[Collected data]
◆ ◆ ◆ ◆ ◆
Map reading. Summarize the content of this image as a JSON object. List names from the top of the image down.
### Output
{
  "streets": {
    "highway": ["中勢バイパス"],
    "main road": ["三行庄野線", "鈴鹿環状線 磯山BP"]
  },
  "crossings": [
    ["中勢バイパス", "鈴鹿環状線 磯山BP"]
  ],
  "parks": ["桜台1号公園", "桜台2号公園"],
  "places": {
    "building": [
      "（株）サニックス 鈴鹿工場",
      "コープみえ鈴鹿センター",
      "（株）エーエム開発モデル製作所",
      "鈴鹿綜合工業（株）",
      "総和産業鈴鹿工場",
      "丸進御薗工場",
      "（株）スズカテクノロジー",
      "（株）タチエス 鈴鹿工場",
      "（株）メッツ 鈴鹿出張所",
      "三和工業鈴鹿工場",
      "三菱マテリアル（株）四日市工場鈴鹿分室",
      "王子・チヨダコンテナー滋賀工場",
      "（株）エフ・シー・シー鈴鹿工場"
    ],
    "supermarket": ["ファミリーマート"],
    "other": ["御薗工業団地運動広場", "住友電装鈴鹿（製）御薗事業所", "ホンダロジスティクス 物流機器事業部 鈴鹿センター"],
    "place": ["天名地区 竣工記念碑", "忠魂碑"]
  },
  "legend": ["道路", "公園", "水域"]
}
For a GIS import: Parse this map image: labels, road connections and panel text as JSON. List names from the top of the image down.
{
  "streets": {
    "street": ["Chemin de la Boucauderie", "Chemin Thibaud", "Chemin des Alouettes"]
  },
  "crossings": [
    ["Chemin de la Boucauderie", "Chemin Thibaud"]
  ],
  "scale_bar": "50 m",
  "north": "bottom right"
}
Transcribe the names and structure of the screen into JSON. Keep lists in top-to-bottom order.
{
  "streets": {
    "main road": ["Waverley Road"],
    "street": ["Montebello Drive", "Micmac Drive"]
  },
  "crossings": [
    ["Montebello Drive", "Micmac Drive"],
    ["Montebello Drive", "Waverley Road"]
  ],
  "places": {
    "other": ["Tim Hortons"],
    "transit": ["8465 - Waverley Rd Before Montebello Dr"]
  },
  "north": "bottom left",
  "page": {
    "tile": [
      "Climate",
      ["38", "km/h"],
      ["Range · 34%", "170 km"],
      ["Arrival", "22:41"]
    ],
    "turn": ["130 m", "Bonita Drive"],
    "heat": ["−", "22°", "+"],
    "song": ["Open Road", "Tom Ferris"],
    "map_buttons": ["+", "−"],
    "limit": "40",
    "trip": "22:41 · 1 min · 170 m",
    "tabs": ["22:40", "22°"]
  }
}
◆ ◆ ◆ ◆ ◆
| TASK BRIEF |
Print nothing but the lines from the line with "Transcribe the names" to the last line of the records above. Both of those lines count.

| RESULT |
Transcribe the names and structure of the screen into JSON. Keep lists in top-to-bottom order.
{
  "streets": {
    "main road": ["Waverley Road"],
    "street": ["Montebello Drive", "Micmac Drive"]
  },
  "crossings": [
    ["Montebello Drive", "Micmac Drive"],
    ["Montebello Drive", "Waverley Road"]
  ],
  "places": {
    "other": ["Tim Hortons"],
    "transit": ["8465 - Waverley Rd Before Montebello Dr"]
  },
  "north": "bottom left",
  "page": {
    "tile": [
      "Climate",
      ["38", "km/h"],
      ["Range · 34%", "170 km"],
      ["Arrival", "22:41"]
    ],
    "turn": ["130 m", "Bonita Drive"],
    "heat": ["−", "22°", "+"],
    "song": ["Open Road", "Tom Ferris"],
    "map_buttons": ["+", "−"],
    "limit": "40",
    "trip": "22:41 · 1 min · 170 m",
    "tabs": ["22:40", "22°"]
  }
}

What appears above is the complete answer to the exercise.